Archipelago of the clouds - the hill of the Church of the Prophet Elias at dawn

The only mark of the season here, apart from longer dark, is the ground mist that gathers across the island, a haar so thick at times, Prophet Elias Προφήτη Ηλία seems like an island assailed by ocean swells. I walked up there to see Ano Korakiana in the distance. Lopakhin has blocked the walking route up the hill to the church that marks one of the village boundaries.
<Δεν μπορείτε να κλείσετε τη διαδρομή προς την εκκλησία του Προφήτη Ηλία!>

I slipped through a gap between hedge and new steel gate, climbed the new concrete gradient, ready to argue, rehearsing in Greek...
 “You cannot close the path to the Church of the Prophet Elias”
In a hundred metres the concrete gave out as I glimpsed a semi-completed monster of a villa with swimming pool below...
39° 42.114', 19° 48.693'




On bad and ugly building
...my ascent crossed cropped grass sward strewn with dewy webs and clumps of pink cyclamen winding up between olive trees to the oak that overhangs the ruined church.
I sat on the steps in front of the church.

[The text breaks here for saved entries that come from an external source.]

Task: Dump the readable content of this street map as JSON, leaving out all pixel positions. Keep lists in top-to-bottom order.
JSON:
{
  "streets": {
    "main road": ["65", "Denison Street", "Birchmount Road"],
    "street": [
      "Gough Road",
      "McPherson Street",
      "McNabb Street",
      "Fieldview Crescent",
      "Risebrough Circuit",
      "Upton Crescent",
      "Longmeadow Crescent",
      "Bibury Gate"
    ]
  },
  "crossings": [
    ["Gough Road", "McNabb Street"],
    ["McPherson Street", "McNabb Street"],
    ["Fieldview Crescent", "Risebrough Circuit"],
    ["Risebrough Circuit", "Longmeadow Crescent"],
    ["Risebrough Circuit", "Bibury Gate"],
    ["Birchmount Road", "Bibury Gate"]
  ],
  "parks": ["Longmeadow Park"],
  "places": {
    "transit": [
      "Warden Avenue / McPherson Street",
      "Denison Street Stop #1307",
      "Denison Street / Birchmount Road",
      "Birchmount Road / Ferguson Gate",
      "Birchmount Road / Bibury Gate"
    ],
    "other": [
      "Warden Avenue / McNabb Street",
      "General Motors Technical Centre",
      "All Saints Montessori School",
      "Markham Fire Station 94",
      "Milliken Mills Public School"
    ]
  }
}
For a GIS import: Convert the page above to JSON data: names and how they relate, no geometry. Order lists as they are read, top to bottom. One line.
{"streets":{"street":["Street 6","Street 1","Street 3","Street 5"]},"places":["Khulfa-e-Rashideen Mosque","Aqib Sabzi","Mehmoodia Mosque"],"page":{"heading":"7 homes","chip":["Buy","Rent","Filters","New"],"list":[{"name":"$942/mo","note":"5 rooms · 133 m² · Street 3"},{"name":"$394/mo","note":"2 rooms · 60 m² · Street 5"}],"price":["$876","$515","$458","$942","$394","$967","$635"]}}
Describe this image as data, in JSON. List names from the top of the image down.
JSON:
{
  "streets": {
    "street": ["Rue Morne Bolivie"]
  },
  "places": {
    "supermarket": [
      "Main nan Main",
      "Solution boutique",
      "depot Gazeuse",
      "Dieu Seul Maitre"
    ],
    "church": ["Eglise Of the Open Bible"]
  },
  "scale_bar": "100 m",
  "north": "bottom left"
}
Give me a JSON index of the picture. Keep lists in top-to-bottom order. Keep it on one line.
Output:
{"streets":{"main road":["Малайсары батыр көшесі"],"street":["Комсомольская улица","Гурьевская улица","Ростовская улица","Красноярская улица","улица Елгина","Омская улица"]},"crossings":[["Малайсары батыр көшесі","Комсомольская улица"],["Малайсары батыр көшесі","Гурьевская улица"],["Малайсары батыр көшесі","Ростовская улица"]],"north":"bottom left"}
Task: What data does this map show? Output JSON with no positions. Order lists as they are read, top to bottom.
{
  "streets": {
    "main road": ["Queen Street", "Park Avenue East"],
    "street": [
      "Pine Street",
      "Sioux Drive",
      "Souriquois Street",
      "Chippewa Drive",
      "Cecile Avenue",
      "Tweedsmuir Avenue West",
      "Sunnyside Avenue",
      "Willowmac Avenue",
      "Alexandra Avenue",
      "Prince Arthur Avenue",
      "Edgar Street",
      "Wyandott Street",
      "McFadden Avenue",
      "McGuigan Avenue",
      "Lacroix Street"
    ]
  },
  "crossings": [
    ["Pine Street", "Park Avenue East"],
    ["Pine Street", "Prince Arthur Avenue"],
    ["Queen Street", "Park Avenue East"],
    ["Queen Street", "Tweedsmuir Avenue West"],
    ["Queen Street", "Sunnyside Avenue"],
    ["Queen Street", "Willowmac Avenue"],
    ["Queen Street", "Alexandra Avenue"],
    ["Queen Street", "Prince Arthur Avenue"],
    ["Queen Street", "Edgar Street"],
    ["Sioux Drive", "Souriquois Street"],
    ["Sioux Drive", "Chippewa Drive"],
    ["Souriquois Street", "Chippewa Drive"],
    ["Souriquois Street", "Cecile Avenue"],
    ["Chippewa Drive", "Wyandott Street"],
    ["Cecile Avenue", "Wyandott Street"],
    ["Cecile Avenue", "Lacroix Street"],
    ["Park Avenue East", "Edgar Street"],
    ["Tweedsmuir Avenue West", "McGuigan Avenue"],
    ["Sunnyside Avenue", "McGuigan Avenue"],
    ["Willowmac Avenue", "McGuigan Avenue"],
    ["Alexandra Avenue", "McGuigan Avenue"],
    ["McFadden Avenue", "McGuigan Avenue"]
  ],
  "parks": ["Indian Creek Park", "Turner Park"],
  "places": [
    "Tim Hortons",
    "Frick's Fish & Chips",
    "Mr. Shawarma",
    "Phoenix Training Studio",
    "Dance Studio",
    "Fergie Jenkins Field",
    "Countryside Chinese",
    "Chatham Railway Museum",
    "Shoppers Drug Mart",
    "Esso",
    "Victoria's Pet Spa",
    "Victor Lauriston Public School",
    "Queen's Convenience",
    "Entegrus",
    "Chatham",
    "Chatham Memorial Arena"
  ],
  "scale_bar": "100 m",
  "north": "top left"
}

The mist dissolved. A church bell rang in the village. I reached the cord for the single bell of Elias and rang it - twelve times.
I wasn’t returning the way I’d come. Pondering another descent, I headed west until the grove in front of the church came to an end in undergrowth. I edged, as when lurching a short cut from a forestry track in the Highlands coming to a short drop – an old olive grove terrace - and so gingerly descended through leaf mould sliding on my behind into cypress woods, hollyoak shrubbery, ivy, and bramble...

...peering for long unused paths in the bright lit underwood. The woods opened onto a small meadow.

I heard voices, then a car driving off and so found the road. I strolled back to where I’d started in clear sunlight.

I headed home and on an impulse, headed for Angeliki’s house. I needed a phone number and address. Outside on the village outskirts I tried the gate bell. No answer. Then she drove up; asked me in for coffee and so I got another view of the village from the top of her home as I sipped a Greek coffee and asked more questions about her grandfather - Ano Korakiana's sculptor.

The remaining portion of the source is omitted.